/Dimba

Transformer-Mamba Diffusion Models

Primary LanguagePython

🚀 Dimba: Transformer-Mamba Diffusion Models


This repo contains PyTorch model definitions, pre-trained weights and inference/sampling code for our paper Transformer-Mamba Diffusion Models. You can find more visualizations on our project page.

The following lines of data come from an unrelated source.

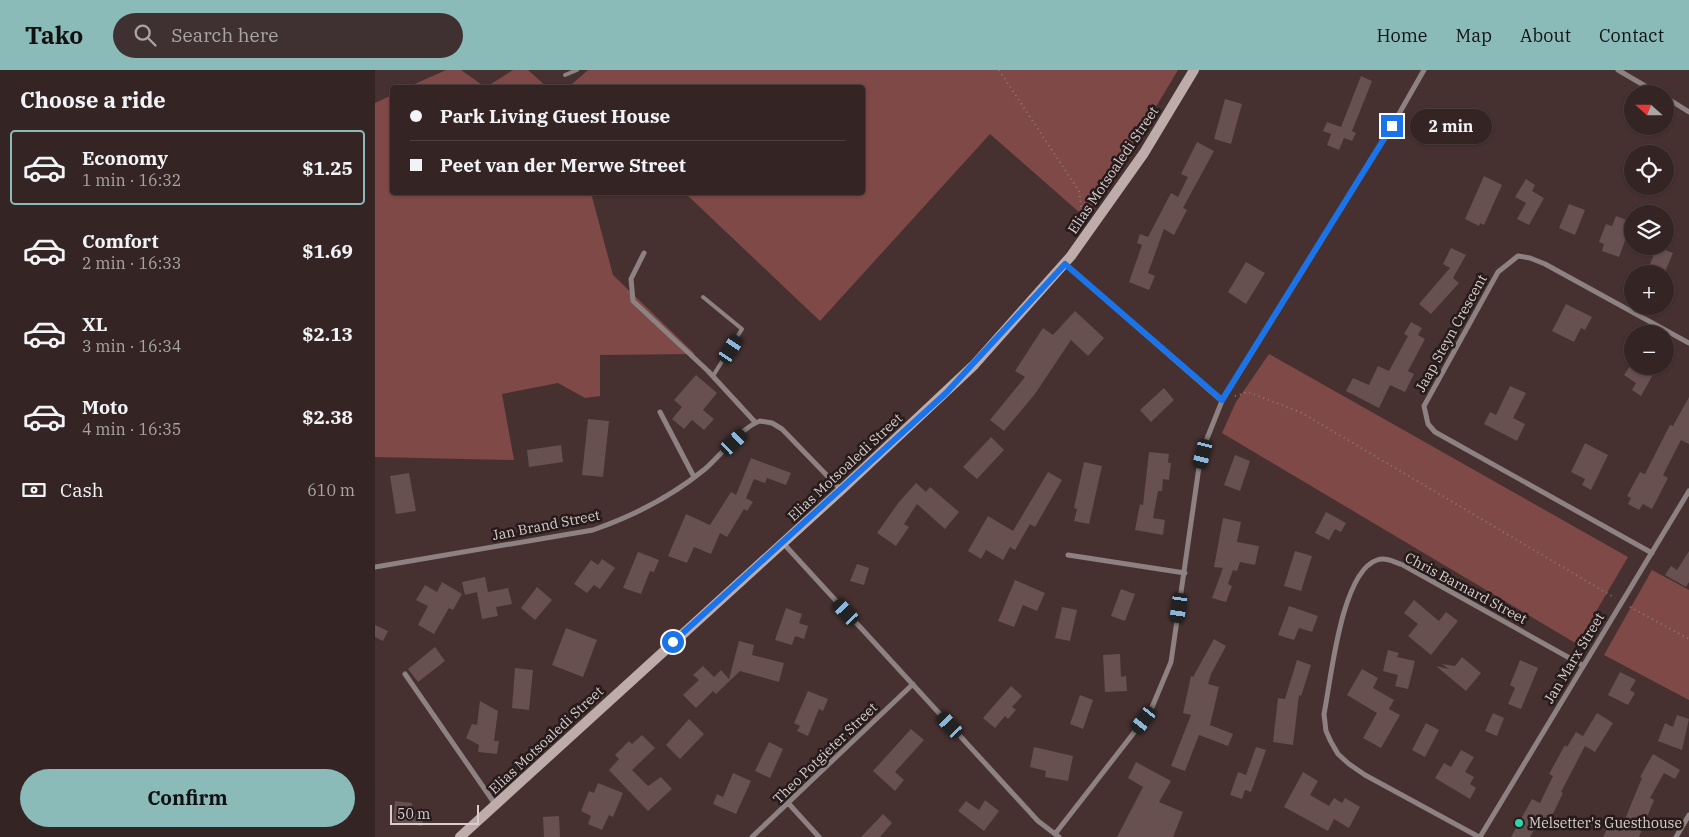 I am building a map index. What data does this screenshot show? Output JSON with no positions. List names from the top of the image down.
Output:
{
  "streets": {
    "street": [
      "Elias Motsoaledi Street",
      "Jaap Steyn Crescent",
      "Jan Brand Street",
      "Chris Barnard Street",
      "Jan Marx Street",
      "Theo Potgieter Street"
    ]
  },
  "crossings": [
    ["Jaap Steyn Crescent", "Jan Marx Street"],
    ["Chris Barnard Street", "Jan Marx Street"]
  ],
  "places": ["Melsetter's Guesthouse"],
  "scale_bar": "50 m",
  "north": "left",
  "page": {
    "header": "Tako",
    "search": "Search here",
    "nav": [
      "Home",
      "Map",
      "About",
      "Contact"
    ],
    "heading": "Choose a ride",
    "map_buttons": ["+", "−"],
    "banner": ["Park Living Guest House", "Peet van der Merwe Street"],
    "bubble": "2 min",
    "list": [
      {
        "name": "Economy",
        "note": "1 min · 16:32",
        "value": "$1.25"
      },
      {
        "name": "Comfort",
        "note": "2 min · 16:33",
        "value": "$1.69"
      },
      {
        "name": "XL",
        "note": "3 min · 16:34",
        "value": "$2.13"
      },
      {
        "name": "Moto",
        "note": "4 min · 16:35",
        "value": "$2.38"
      }
    ],
    "pay": ["Cash", "610 m"],
    "buttons": "Confirm",
    "scale": "50 m"
  }
}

TL; DR: Dimba is a new text-to-image diffusion model that employs a hybrid architecture combining Transformer and Mamba elements, thus capitalizing on the advantages of both architectural paradigms.


some generated cases.


1. Environments

  • Python 3.10

    • conda create -n your_env_name python=3.10
  • Requirements file

    • pip install -r requirements.txt
  • Install causal_conv1d and mamba

    • pip install -e causal_conv1d
    • pip install -e mamba

2. Download Models

Models reported in paper can be directly dounloaded as follows (Urgent upload in progress):

Model #Params url
t5 4.3B huggingface
vae 80M huggingface
Dimba-L-512 0.9B huggingface
Dimba-L-1024 0.9B -
Dimba-L-2048 0.9B -
Dimba-G-512 1.8B -
Dimba-G-1024 1.8B -

The datasets used to quality tuning for aesthetic performance enhancement can be download as:

Dataset Size url
Quality tuning 600k huggingface

3. Inference

We include a inference script which samples images from a Dimba model accroding to textual prompts. It supports DDIM and dpm-solver sampling algorithm. You can run the scripts as:

python scripts/inference.py \
--image_size 512 \
--model_version dimba-l \
--model_path /path/to/model \
--txt_file asset/examples.txt \
--save_path /path/to/save/results

4. Training

We provide a training script for Dimba in scripts/train.py. This script can be used to fine-tuning with different settings. You can run the scripts as:

python -m torch.distributed.launch --nnodes=4 --nproc_per_node=8 \
    --master_port=1234 scripts/train.py \
    configs/dimba_xl2_img512.py \
    --work-dir outputs

5. BibTeX

@misc{fei2024dimba,
    title={Dimba: Transformer-Mamba Diffusion Models}, 
    author={Zhengcong Fei and Mingyuan Fan and Changqian Yu and Debang Li and Youqiang Zhang and Junshi Huang},
    year={2024},
    eprint={2406.01159},
    archivePrefix={arXiv},
    primaryClass={cs.CV}
}

6. Acknowledgments

The codebase is based on the awesome PixArt, Vim, and DiS repos.

The Dimba paper is polished with ChatGPT using prompt.